Artes/cultura
16/08/2020 às 09:00•2 min de leitura
Um dos personagens mais famosos da literatura brasileira, Dona Flor, a célebre cozinheira do romance do escritor baiano Jorge Amado, ficou conhecida pelo Brasil por seus dois maridos.
Mas e quando o casal tem duas esposas e um marido? Ou melhor, o "trisal"? Para a surpresa dos pesquisadores da Universidade Estadual Paulista (Unesp de Rio Claro), os sapos-bode (Thoropa taophora) têm essa particularidade na vida familiar.
“É a primeira espécie de anfíbio com esse comportamento, já observado em outros grupos de vertebrados: répteis, aves e mamíferos", explica Célio Haddad, coordenador do grupo da universidade em entrevista à revista da Fapesp (Fundação de Amparo à Pesquisa do Estado de São Paulo).
A descoberta foi documentada na revista Science Advances em artigo publicado por pesquisadores brasileiros e americanos. Um achado e tanto para entender a nossa biodiversidade.

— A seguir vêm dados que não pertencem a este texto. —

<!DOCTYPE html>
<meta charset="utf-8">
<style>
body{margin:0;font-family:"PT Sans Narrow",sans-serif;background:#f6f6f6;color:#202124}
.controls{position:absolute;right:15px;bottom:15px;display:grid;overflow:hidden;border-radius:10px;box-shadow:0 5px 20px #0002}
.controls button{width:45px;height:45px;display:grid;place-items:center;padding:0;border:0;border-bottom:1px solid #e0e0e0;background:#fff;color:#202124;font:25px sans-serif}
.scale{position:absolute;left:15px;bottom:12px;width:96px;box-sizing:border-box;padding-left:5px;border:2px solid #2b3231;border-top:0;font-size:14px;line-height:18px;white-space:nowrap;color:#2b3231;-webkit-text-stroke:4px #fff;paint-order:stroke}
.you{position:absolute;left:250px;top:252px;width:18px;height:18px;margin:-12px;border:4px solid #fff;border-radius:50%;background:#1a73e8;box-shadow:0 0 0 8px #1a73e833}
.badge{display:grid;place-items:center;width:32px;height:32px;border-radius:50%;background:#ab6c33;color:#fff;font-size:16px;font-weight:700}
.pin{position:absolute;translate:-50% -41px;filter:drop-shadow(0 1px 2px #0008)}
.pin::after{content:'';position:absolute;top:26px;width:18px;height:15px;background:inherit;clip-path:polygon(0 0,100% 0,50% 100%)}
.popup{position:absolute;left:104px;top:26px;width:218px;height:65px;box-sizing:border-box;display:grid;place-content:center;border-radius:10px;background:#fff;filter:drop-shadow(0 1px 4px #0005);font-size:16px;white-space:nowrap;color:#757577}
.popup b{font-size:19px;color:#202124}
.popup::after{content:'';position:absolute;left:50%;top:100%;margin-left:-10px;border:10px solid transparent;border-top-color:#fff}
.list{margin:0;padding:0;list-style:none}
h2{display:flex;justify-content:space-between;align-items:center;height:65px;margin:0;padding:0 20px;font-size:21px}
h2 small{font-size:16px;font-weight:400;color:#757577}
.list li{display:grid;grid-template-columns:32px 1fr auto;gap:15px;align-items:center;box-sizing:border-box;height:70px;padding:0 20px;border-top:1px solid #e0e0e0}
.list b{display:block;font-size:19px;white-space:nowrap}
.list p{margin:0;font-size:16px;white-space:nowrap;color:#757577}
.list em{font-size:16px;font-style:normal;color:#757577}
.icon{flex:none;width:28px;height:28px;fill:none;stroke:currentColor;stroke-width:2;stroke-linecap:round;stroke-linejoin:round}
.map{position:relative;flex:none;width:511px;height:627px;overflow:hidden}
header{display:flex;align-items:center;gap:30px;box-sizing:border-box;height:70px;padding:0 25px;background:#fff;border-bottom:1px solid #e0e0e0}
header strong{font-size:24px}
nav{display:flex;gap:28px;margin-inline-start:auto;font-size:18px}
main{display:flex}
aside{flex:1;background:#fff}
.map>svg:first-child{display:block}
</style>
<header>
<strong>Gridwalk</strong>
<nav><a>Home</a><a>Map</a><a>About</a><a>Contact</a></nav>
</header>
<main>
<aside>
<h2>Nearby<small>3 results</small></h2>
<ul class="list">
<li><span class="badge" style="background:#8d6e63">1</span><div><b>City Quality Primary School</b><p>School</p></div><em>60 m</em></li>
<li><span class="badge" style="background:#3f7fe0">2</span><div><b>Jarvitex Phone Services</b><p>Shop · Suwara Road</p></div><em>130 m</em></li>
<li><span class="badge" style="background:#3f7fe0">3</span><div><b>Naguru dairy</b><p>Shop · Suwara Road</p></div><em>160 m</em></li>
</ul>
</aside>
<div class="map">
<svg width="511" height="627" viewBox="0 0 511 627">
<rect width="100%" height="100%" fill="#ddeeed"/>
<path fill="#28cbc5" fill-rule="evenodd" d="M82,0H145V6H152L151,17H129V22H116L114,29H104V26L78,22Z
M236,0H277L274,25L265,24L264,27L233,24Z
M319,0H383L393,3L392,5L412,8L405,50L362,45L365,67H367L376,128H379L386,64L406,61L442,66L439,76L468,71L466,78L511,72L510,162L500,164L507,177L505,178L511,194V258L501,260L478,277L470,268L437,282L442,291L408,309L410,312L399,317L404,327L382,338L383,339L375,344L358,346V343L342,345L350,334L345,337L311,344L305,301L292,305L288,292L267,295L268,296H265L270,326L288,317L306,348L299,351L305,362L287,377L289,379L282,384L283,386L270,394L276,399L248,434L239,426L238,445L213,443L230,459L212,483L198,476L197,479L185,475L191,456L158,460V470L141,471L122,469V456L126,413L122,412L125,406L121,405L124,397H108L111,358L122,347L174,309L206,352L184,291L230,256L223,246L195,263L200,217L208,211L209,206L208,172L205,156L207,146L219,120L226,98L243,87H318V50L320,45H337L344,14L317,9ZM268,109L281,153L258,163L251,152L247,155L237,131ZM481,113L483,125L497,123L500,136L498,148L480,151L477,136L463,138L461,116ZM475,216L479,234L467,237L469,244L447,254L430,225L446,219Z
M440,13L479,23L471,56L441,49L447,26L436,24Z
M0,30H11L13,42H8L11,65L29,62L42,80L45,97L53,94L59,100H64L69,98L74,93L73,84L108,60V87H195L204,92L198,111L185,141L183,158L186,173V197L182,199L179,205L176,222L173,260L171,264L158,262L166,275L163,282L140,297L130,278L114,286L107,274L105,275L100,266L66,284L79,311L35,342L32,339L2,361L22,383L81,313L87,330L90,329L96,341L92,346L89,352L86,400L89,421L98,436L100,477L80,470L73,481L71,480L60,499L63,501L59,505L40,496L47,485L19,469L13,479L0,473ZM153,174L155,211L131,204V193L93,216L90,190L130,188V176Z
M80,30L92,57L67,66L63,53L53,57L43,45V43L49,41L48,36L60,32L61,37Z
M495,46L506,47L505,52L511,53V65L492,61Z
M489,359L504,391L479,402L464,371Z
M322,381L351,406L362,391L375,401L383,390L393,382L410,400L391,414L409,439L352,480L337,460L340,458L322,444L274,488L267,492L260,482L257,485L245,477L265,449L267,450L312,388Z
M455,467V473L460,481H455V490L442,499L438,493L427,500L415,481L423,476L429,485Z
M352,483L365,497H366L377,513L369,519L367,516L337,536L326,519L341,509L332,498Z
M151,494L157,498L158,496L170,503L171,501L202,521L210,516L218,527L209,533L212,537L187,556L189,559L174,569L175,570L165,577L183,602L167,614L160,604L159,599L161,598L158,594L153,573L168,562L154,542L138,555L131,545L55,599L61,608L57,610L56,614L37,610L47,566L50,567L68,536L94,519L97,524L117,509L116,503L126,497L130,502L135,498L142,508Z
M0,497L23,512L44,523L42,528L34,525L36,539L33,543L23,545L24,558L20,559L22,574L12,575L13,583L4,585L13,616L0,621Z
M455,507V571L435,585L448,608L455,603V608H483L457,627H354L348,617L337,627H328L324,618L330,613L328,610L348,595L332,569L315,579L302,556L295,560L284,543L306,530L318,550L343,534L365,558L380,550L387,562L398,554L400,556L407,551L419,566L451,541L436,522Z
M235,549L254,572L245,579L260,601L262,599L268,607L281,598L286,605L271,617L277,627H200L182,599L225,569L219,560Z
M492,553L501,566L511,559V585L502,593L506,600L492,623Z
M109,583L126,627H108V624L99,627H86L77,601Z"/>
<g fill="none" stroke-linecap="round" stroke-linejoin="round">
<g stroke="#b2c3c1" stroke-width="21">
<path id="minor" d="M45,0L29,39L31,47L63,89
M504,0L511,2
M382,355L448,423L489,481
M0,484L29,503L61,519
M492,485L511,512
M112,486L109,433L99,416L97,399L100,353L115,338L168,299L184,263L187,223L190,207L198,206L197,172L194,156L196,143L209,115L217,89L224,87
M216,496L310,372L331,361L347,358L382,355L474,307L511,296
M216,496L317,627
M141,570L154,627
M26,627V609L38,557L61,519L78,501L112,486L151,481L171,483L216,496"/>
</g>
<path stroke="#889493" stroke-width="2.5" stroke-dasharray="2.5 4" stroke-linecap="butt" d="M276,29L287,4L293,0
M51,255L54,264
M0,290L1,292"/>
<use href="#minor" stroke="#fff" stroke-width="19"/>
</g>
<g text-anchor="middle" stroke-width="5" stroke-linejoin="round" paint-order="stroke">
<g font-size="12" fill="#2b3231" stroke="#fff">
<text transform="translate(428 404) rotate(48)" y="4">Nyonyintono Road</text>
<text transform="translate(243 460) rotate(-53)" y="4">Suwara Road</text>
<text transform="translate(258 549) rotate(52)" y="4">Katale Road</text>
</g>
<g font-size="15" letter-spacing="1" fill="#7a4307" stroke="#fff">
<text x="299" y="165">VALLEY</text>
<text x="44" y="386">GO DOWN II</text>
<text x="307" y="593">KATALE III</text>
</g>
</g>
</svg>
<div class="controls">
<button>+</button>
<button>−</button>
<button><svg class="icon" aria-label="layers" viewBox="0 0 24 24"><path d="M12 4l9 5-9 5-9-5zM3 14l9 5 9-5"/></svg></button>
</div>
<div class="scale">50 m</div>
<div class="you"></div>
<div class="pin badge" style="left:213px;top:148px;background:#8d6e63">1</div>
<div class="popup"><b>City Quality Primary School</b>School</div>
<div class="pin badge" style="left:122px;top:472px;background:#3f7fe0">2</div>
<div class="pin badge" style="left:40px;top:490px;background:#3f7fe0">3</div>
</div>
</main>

Mas o que é difícil de entender mesmo é como os pesquisadores chegaram a essa conclusão. Afinal, não deve ser fácil monitorar o "casamento" de anfíbios.
Primeiro, é preciso compreender como os sapos se reproduzem. Os machos atraem as fêmeas para poças ou filetes de água, local no qual elas depositam os ovos. Na maioria das espécies, girinos deixados em uma poça convivem com meios-irmãos apenas por parte de pai.
Em geral, há sempre uma fêmea dominante e outras que ficam de olho na poça (e no macho) para acasalar. Quando a dominante vacila, rola um novo acasalamento.
A fêmea do sapo-bode responde ao chamado do macho e deposita os ovos na água.
Com os sapos-bodes, a rotatividade de fêmeas é reduzida para duas. O sapo, após escolher as esposas, repele outras aproximações. Como o comportamento canibal de outras fêmeas é comum, o sapo-bode protege sua prole ao manter-se fiel a aquelas com quem vai reproduzir.
A combinação de ter um local difícil de acasalamento - pedras úmidas presentes na Mata Atlântica do litoral paulista - com a defesa dos girinos, pode ter desenvolvido a monogamia a três dessa espécie!
Ainda não há certeza se a relação dura uma vida inteira ou apenas os meses do período de reprodução, mas que o sapo-bode já deixou sua marca na natureza, assim como Dona Flor na literatura, disso não temos dúvida.